I am not necessarily wanting to watch 3 different things, the whole point of this exercise is so I can play my music/m videos simultaneously throughout the house. I have ethernet to each TV with WDTV Media centres, except the smart tv which works on its own. 
Cheers for the info  :Biggrin:

----------


## Armers

> Do I search for something specific while looking for this device? Are they called something other than a splitter? Also would eBay be my best source for this device? 
> The longest distance from study to tv would be 20m, but if i placed the aforementioned splitter in the centre of the roof i could use a star formation and this would be approx 10m lengths down each 'arm'. Would this be suitable?

  HDMI splitter is what it is called... Let me google that for you You can get them online from ebay.  
In the roof space would be ok, downside is that most of them are powered. Don't forget the roof space is a very dusty environment. When you measure out the lengths don't forget to measure down the wall and the tail hanging out the wall to the device, esp if the HDMI input is to the far edge of the TV.  
Cheers

----------


## GraemeCook

Good Morning Someevil 
While you are planning your wiring, do not forget about the NBN.   In Tas they are now disconnecting the copper network in the first towns to receive fibre.   Cat 6 is probably the way to go - a bit of future-proofing.   
Fair Winds 
Graeme

----------


## someevil

> While you are planning your wiring, do not forget about the NBN.   In Tas they are now disconnecting the copper network in the first towns to receive fibre.   Cat 6 is probably the way to go - a bit of future-proofing.

  Hi Graeme, 
Just to clarify how I can future proof, I simply use Cat6 cable, is that what you mean? Or do you mean i should be making provisions in some other way? 
I have my spool of Cat6 ready to go, just waiting for the roofing stage so I can get stuck into it! 
Cheers

----------


## Armers

Where are you building, Is it in a Fiber estate? Do you know if you have access to NBN as it is?  
There is plenty of prewireing information on the net, but if you're going to prewire you need to do it according to the estate that you're building in (if you're in an estate). Your builder should be taking take of most of this, if not then you need to ask him/her about it. You would hate to miss out on something because its been done wrong.  
Cheers

----------


## someevil

> Is it in a Fiber estate? Do you know if you have access to NBN as it is?

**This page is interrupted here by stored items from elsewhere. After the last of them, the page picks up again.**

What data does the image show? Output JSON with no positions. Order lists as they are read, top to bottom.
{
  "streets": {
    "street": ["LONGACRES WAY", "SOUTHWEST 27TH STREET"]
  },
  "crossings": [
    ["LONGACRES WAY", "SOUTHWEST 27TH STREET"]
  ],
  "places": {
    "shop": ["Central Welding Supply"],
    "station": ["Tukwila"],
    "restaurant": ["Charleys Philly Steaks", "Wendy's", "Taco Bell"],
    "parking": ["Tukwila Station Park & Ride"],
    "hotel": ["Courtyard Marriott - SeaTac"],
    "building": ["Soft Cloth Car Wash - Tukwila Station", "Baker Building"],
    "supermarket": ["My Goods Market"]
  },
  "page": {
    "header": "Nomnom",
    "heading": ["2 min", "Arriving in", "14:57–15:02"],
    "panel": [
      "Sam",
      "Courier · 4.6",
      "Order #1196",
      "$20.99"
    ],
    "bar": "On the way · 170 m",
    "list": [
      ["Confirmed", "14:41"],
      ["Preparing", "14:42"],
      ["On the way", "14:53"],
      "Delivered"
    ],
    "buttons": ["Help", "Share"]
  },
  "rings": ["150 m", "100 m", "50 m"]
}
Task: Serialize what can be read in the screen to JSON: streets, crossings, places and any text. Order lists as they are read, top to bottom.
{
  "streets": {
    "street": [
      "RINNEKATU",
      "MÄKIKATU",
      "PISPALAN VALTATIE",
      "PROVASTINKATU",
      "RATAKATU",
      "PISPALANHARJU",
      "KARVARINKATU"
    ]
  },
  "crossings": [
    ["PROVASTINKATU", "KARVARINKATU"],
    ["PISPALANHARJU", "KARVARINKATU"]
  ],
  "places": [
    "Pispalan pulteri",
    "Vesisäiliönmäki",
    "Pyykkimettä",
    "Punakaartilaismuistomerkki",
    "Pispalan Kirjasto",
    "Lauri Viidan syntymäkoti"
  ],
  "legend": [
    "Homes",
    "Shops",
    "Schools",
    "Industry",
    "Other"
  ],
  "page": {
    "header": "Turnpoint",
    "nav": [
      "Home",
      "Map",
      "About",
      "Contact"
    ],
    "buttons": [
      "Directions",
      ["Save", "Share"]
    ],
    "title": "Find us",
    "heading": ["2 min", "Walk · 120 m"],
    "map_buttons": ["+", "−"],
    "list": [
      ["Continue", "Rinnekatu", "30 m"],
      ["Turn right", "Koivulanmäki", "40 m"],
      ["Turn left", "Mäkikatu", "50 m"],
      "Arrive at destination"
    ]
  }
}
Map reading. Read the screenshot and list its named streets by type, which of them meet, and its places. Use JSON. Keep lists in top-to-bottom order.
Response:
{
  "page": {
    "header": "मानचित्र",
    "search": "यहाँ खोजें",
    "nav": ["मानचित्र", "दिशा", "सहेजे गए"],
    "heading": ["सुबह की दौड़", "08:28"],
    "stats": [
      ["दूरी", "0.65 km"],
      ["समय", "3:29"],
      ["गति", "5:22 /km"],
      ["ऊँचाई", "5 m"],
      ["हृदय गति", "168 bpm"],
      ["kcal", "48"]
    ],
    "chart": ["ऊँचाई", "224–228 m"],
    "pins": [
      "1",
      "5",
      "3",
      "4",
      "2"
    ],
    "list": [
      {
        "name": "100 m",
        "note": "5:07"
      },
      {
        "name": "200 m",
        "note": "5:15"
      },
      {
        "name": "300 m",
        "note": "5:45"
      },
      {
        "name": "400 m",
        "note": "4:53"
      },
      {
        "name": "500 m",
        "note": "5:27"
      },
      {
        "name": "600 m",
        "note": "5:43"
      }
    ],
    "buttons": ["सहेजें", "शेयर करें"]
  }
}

  There is definately no access to the NBN at this estate. I know we will have to wait for the standard rollout to join up. 
I will do a google to see what people are suggesting. 
Cheers

----------


## GraemeCook

> Hi Graeme, 
> Just to clarify how I can future proof, I simply use Cat6 cable, is that what you mean? Or do you mean i should be making provisions in some other way? 
> I have my spool of Cat6 ready to go, just waiting for the roofing stage so I can get stuck into it! 
> Cheers

  
In my opinion, in spite of what the politicians are saying, I think the 100 mbps NBN speed is simply an interim measure and will be upgraded substantially within a decade.   Sony has just introduced 2,000 mbps broadband in Japan and European/Japanese consortia are gunning for 100,000 gbps by more efficient use of the optical fibre. 
Now, there is a lot of installed NBN in Tas.   99% simply had existing phone and computers connected and reaping the rewards of faster speeds.   After about three months they start to realise the potential for NBN and lament their lack of forsight.   NBN termination box in wrong place, house not wired for internet TV, why not add entertainment services, security, etc.   It is much easier and cheaper to do it once and properly rather than skimp and do it again later. 
Cat 5e cabling is cheaper and adequate now;  cat 6 will extend servicability further into the future as speeds increase.  
Fair Winds 
Graeme

----------


## FrodoOne

> Are they simply called HDMI Splitters? Or should I search for something else?  
> from the study to furthest TV is 20m, but if I was to get a splitter, I would place in the centre of the house roof, and then all TV would be approx 10m from splitter. Would this be ok? 
> I am not necessarily wanting to watch 3 different things, the whole point of this exercise is so I can play my music/m videos simultaneously throughout the house. I have ethernet to each TV with WDTV Media centres, except the smart tv which works on its own. 
> Cheers for the info

  I note that you have two Western Digital WD TV Live Media Players and intend to have ethernet to each TV.  
You currently intend for the Cat 6 cables you intend to use to come from the office where your PC is.  
This is the start of your "Structured Cabling"  but, in my opinion, it is just the start.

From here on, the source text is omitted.